Por Jesús Michel Narváez
Durante un lustro, cuando menos, las cadenas comerciales ubicadas en la Ciudad de México, tuvieron una excelente idea: contratar a los adultos mayores -muchos de ellos septuagenarios- como los “cerillos”. Sí, aquellos que ayudan a los consumidores a envolver lo comprado y por el servicio recibían propinas.
A todos los que acudimos a esas tiendas de autoservicio, nos partía el corazón mirar a los hombres y mujeres trabajar arduamente para lograr el ingreso que les permitiera mejorar sus condiciones de vida e, incluso, comer tres veces al día y adquirir sus medicamentos. Todos éramos generosos. Una moneda de 10 pesos no nos hizo más pobres. A ellos, mucho les servía.

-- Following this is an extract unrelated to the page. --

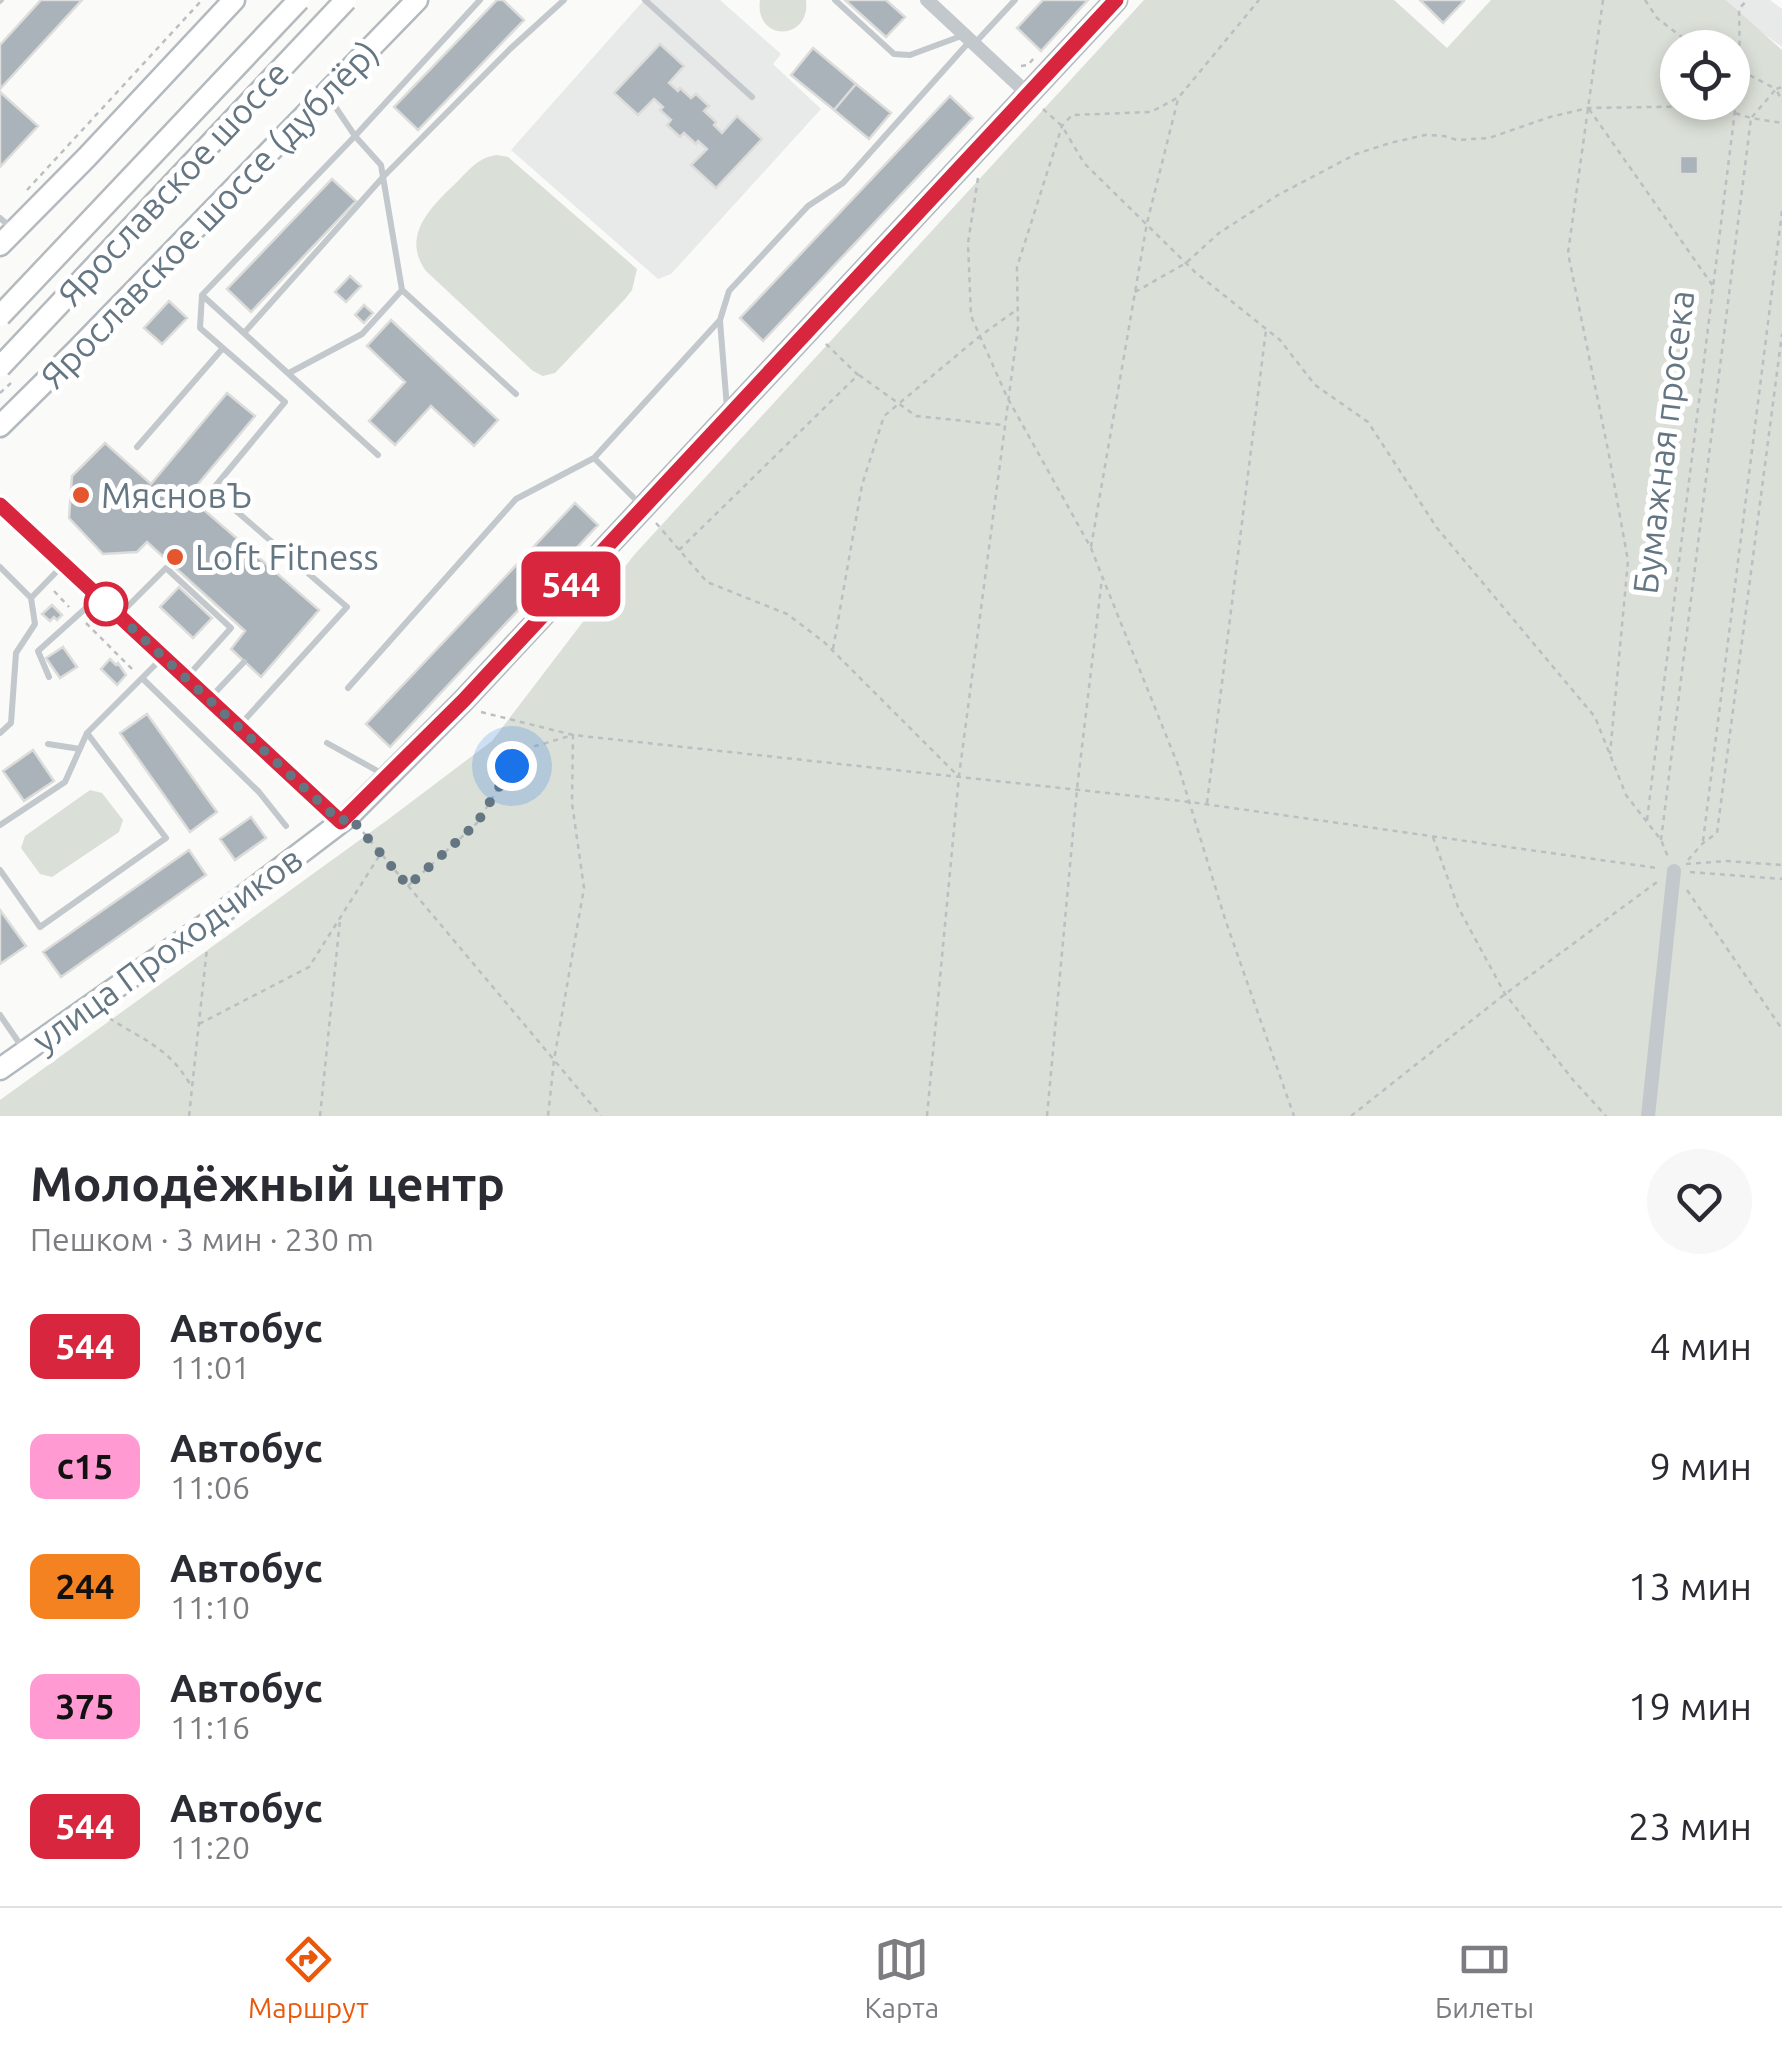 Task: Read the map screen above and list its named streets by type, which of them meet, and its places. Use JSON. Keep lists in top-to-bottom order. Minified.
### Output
{"streets":{"street":["Ярославское шоссе","Ярославское шоссе (дублёр)","улица Проходчиков"],"path":["Бумажная просека"]},"places":["МясновЪ","Loft Fitness"],"lines":["bus line 544"],"page":{"on_map":"544","heading":["Молодёжный центр","Пешком · 3 мин · 230 m"],"list":[{"mark":"544","name":"Автобус","note":"11:01","value":"4 мин"},{"mark":"с15","name":"Автобус","note":"11:06","value":"9 мин"},{"mark":"244","name":"Автобус","note":"11:10","value":"13 мин"},{"mark":"375","name":"Автобус","note":"11:16","value":"19 мин"},{"mark":"544","name":"Автобус","note":"11:20","value":"23 мин"}],"tabs":["Маршрут","Карта","Билеты"]}}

La pandemia hizo víctima a otro sector: el de los adultos mayores.
Por las restricciones sanitarias, los autoservicios funcionaban sin cerillos, con asistencia limitada de consumidores, la exigencia del cubrebocas, el uso del gel, guates de plástico y caretas protectoras, formaban y forman -los que creemos que todavía está más que vivo el letal bicho- el equipamiento para adquirir productos de primera necesidad.

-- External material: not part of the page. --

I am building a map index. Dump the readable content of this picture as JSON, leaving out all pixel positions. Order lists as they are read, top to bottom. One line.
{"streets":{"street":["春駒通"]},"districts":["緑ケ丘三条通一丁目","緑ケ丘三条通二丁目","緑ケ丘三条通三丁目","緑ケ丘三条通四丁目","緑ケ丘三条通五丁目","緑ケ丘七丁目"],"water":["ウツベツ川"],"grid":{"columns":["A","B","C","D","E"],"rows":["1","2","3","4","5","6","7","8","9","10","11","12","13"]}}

De acuerdo con cifras no oficiales, unos 32 mil ancianos dejaron de ser asistentes en la poderosa empresa Walmart, que ya es propietaria de Superama, Aurrera y alguna otra. Pavimenta cada día la ruta para convertirse en una especie de monopolio. Porque es el mayor comprador de los artículos que todos consumimos.
Dejar a los adultos mayores sin la oportunidad de percibir dinero por su esfuerzo, no es una decisión correcta. Es errónea.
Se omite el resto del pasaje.